Source records
-------

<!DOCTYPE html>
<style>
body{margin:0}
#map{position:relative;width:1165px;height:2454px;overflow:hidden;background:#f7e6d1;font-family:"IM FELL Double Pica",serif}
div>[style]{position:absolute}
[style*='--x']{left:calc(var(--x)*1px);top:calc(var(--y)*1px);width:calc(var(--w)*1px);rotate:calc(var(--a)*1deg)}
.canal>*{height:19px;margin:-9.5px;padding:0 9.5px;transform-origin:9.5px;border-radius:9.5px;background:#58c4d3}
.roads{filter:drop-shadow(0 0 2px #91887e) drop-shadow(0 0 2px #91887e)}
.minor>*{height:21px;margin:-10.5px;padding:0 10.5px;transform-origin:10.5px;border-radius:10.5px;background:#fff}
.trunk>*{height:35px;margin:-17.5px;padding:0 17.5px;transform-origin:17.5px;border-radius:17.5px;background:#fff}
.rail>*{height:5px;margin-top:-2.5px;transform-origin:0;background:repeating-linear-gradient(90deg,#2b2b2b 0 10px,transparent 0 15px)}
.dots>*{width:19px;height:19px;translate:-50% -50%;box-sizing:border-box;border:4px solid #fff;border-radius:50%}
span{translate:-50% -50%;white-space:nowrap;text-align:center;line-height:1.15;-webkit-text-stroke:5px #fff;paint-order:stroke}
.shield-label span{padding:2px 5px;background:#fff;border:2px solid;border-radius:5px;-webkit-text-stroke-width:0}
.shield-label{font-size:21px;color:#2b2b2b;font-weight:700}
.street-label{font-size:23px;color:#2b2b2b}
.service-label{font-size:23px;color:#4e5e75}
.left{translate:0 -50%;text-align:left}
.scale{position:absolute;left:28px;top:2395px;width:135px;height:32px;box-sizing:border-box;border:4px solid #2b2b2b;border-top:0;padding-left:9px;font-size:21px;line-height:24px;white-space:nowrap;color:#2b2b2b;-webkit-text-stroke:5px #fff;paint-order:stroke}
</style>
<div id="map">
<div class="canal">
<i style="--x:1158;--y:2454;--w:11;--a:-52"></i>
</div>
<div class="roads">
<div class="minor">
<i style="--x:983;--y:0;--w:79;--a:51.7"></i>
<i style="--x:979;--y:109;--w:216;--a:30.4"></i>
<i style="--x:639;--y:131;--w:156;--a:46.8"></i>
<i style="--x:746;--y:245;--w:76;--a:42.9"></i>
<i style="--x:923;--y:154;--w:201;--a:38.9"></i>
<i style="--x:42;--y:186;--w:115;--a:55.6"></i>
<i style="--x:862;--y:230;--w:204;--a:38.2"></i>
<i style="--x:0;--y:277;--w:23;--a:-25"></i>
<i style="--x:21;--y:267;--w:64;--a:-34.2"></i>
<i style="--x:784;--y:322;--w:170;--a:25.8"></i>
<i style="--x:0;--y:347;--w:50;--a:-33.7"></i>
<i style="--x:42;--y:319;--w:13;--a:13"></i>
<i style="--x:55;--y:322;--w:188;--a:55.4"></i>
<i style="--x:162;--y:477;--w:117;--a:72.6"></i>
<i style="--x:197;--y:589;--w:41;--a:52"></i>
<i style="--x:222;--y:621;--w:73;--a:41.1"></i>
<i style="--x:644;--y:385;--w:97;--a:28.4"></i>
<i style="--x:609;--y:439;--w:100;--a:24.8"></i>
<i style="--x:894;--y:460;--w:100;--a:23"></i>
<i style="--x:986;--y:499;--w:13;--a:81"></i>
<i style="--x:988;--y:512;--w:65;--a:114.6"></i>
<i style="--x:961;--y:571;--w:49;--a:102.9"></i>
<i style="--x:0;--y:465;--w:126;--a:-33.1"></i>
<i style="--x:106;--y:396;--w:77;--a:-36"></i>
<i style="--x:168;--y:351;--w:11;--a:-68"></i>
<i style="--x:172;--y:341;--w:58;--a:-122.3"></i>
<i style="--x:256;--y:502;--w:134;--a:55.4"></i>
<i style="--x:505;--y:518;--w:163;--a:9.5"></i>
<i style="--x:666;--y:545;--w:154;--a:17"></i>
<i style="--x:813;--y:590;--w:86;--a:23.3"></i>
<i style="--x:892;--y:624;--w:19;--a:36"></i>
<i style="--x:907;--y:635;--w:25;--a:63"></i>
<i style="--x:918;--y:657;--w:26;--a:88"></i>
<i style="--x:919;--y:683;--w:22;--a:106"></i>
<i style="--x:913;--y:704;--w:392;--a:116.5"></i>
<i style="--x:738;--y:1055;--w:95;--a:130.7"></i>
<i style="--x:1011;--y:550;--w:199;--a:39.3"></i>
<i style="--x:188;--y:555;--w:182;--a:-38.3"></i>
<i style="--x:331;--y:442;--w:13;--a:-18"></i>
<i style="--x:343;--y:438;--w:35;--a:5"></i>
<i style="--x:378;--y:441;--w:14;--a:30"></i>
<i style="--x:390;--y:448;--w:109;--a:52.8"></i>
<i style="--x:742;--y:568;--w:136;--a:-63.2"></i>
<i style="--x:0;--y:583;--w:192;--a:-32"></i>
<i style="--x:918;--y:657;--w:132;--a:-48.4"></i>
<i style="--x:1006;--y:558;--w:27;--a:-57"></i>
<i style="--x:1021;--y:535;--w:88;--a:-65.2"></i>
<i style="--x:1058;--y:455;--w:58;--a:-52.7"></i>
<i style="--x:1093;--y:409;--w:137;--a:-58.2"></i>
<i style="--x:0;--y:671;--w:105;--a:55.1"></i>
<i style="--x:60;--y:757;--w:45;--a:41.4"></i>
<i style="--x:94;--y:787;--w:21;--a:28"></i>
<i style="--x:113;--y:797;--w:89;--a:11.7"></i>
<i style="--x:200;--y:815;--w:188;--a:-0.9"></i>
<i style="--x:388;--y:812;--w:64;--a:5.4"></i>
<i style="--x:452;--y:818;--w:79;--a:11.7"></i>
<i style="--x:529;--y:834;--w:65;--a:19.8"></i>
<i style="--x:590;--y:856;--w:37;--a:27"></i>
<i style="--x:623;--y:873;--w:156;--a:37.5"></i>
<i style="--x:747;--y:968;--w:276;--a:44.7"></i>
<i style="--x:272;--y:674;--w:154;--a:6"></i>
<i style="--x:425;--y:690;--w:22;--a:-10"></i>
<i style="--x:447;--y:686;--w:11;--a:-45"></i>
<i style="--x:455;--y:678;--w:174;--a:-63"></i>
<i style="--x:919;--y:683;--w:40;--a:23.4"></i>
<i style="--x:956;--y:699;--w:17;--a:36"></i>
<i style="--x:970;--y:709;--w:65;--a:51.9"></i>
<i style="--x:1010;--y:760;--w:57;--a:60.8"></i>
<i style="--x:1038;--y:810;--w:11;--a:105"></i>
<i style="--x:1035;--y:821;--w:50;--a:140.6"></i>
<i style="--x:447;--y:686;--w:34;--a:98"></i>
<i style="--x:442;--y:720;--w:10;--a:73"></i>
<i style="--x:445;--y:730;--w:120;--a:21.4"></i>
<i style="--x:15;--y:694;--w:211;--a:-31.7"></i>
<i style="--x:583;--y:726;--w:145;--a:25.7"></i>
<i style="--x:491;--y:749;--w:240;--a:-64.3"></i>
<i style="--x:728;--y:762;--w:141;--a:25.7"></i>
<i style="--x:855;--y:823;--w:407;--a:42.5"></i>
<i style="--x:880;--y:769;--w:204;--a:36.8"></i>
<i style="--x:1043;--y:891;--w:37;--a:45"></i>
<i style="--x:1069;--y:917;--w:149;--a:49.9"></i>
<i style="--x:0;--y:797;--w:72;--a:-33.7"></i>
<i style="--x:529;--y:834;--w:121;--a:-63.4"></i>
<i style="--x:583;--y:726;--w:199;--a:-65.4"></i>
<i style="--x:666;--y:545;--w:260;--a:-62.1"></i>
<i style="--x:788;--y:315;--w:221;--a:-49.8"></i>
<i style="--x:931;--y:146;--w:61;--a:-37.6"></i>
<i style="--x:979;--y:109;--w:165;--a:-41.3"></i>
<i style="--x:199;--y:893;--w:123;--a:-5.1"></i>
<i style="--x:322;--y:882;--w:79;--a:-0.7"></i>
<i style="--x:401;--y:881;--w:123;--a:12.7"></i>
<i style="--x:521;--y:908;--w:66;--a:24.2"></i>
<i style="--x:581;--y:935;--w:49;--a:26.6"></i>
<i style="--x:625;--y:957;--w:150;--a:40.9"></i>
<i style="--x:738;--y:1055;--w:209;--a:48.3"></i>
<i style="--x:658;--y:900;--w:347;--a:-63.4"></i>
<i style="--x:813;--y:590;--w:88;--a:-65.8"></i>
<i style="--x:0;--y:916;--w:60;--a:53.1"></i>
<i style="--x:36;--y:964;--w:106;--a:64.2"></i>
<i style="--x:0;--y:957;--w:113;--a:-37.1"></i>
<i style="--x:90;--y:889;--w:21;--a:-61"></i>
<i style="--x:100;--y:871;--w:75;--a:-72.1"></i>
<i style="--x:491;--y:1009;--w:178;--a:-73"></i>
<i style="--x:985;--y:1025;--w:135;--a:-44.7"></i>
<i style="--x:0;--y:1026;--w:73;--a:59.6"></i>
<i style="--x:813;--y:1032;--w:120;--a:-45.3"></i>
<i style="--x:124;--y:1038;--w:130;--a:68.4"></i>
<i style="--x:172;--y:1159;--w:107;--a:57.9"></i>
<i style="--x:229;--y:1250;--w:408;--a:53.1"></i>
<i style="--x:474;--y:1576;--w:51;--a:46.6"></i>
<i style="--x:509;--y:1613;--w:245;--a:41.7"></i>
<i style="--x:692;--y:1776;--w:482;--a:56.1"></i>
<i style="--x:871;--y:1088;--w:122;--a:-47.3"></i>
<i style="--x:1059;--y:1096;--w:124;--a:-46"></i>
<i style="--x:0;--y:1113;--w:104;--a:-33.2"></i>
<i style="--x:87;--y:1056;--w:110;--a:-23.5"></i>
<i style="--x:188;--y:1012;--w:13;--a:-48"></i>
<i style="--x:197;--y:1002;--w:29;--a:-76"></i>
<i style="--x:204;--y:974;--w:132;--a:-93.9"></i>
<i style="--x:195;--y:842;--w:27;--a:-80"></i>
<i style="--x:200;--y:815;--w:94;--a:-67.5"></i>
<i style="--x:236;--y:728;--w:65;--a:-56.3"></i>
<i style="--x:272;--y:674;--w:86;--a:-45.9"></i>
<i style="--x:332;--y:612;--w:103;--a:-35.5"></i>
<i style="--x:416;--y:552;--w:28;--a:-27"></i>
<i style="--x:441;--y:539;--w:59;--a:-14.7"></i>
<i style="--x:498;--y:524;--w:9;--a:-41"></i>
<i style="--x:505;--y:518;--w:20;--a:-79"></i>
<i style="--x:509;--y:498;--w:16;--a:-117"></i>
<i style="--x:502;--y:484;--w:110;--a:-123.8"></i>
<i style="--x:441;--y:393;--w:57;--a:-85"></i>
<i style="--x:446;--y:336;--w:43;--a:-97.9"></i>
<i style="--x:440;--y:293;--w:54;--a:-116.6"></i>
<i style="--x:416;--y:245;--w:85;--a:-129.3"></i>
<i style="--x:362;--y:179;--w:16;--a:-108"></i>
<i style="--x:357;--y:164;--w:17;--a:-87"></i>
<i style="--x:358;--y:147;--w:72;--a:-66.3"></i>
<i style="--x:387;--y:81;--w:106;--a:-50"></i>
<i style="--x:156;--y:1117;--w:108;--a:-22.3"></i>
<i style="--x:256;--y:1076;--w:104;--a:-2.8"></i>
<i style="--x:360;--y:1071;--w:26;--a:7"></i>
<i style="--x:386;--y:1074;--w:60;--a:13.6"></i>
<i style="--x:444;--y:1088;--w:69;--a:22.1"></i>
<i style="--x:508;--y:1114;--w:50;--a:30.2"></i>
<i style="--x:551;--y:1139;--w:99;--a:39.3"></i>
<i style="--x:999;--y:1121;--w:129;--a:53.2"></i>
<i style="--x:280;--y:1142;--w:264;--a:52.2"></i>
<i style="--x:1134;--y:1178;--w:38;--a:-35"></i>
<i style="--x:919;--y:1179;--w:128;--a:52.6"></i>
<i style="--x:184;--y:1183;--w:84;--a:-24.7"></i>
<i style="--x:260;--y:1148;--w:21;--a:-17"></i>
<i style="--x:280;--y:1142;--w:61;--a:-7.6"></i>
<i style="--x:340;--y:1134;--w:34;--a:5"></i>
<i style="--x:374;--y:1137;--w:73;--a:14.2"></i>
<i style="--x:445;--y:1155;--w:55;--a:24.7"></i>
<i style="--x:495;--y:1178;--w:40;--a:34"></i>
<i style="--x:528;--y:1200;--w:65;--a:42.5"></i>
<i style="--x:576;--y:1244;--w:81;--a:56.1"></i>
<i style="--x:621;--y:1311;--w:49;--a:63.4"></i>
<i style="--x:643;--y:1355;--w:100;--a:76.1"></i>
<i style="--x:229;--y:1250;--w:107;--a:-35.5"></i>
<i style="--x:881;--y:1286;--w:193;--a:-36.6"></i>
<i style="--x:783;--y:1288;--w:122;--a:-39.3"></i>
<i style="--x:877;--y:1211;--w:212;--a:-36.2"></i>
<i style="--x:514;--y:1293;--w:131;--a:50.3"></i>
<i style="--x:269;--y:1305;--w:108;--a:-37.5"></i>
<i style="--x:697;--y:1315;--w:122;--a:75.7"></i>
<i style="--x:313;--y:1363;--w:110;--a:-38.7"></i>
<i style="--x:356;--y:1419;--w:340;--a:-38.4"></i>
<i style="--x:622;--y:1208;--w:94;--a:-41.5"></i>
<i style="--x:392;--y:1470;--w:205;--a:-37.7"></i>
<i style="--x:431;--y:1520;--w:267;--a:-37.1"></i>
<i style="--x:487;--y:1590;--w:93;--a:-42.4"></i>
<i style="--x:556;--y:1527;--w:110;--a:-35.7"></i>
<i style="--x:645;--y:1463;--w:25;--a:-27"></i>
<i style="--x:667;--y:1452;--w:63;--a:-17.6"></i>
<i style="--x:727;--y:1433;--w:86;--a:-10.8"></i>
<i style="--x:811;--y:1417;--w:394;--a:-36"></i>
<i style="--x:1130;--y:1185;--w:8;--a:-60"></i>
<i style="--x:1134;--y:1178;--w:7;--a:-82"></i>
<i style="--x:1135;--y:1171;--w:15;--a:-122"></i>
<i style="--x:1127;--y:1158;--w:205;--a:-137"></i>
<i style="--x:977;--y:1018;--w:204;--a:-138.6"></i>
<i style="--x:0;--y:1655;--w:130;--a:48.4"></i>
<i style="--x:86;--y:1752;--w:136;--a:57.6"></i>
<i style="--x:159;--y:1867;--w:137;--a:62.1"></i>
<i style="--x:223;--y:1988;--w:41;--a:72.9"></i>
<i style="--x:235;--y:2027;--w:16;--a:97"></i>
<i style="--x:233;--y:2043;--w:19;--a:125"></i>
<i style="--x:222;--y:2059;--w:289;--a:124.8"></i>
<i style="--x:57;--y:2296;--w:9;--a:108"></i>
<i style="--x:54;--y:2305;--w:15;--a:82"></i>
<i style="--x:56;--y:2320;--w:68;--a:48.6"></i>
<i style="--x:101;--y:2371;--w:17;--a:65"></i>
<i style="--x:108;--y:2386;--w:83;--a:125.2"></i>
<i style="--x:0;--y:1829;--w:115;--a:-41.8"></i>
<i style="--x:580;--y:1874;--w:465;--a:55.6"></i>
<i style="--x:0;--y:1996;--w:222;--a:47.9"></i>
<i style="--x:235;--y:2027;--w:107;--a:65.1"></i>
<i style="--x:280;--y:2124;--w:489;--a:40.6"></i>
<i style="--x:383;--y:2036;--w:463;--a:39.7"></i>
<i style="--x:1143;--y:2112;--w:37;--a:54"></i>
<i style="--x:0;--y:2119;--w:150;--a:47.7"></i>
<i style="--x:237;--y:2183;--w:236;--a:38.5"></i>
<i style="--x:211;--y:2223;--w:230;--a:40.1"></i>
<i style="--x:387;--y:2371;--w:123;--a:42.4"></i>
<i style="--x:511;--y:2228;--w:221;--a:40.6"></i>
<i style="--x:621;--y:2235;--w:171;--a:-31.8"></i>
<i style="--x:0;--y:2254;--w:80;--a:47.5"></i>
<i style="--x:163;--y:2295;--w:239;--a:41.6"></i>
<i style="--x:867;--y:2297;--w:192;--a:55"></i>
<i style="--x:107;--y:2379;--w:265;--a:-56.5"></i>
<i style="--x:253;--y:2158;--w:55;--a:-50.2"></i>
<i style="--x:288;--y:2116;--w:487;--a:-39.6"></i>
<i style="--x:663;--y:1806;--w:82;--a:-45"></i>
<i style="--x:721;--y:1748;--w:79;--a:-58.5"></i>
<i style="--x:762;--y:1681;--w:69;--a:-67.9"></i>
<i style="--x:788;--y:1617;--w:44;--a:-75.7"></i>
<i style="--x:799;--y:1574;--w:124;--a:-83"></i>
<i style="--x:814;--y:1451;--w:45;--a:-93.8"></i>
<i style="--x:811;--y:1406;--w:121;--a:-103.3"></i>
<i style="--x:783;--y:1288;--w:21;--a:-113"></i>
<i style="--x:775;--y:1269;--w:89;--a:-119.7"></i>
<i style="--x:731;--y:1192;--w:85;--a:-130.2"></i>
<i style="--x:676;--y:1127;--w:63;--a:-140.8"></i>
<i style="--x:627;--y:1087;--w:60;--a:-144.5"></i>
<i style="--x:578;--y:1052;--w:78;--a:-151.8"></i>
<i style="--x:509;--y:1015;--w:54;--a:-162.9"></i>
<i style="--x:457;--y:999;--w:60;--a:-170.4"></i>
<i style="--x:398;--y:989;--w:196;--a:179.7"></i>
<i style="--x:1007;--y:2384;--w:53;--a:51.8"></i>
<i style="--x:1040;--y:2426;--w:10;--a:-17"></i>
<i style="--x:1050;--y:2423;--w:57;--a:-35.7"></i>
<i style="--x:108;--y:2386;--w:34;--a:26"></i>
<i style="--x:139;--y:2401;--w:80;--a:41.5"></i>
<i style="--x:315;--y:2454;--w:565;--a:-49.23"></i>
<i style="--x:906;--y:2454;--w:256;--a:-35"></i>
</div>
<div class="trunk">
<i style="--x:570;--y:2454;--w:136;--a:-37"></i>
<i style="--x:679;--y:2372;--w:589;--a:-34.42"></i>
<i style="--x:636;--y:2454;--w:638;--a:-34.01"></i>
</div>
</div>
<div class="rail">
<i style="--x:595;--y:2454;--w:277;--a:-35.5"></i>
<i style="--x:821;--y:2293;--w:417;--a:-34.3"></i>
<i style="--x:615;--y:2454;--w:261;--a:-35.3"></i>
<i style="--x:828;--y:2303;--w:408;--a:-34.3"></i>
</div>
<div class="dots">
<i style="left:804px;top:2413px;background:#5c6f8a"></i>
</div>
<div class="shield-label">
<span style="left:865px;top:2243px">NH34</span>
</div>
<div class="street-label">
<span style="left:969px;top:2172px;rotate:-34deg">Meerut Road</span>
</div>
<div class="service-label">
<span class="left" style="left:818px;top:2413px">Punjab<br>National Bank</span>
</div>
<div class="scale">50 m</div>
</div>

-------

* Assignment *
Your task is to reproduce the entries exactly, starting at the first line and ending with the line containing "2px #91887e) drop-shadow(0".

* Answer to this task *
<!DOCTYPE html>
<style>
body{margin:0}
#map{position:relative;width:1165px;height:2454px;overflow:hidden;background:#f7e6d1;font-family:"IM FELL Double Pica",serif}
div>[style]{position:absolute}
[style*='--x']{left:calc(var(--x)*1px);top:calc(var(--y)*1px);width:calc(var(--w)*1px);rotate:calc(var(--a)*1deg)}
.canal>*{height:19px;margin:-9.5px;padding:0 9.5px;transform-origin:9.5px;border-radius:9.5px;background:#58c4d3}
.roads{filter:drop-shadow(0 0 2px #91887e) drop-shadow(0 0 2px #91887e)}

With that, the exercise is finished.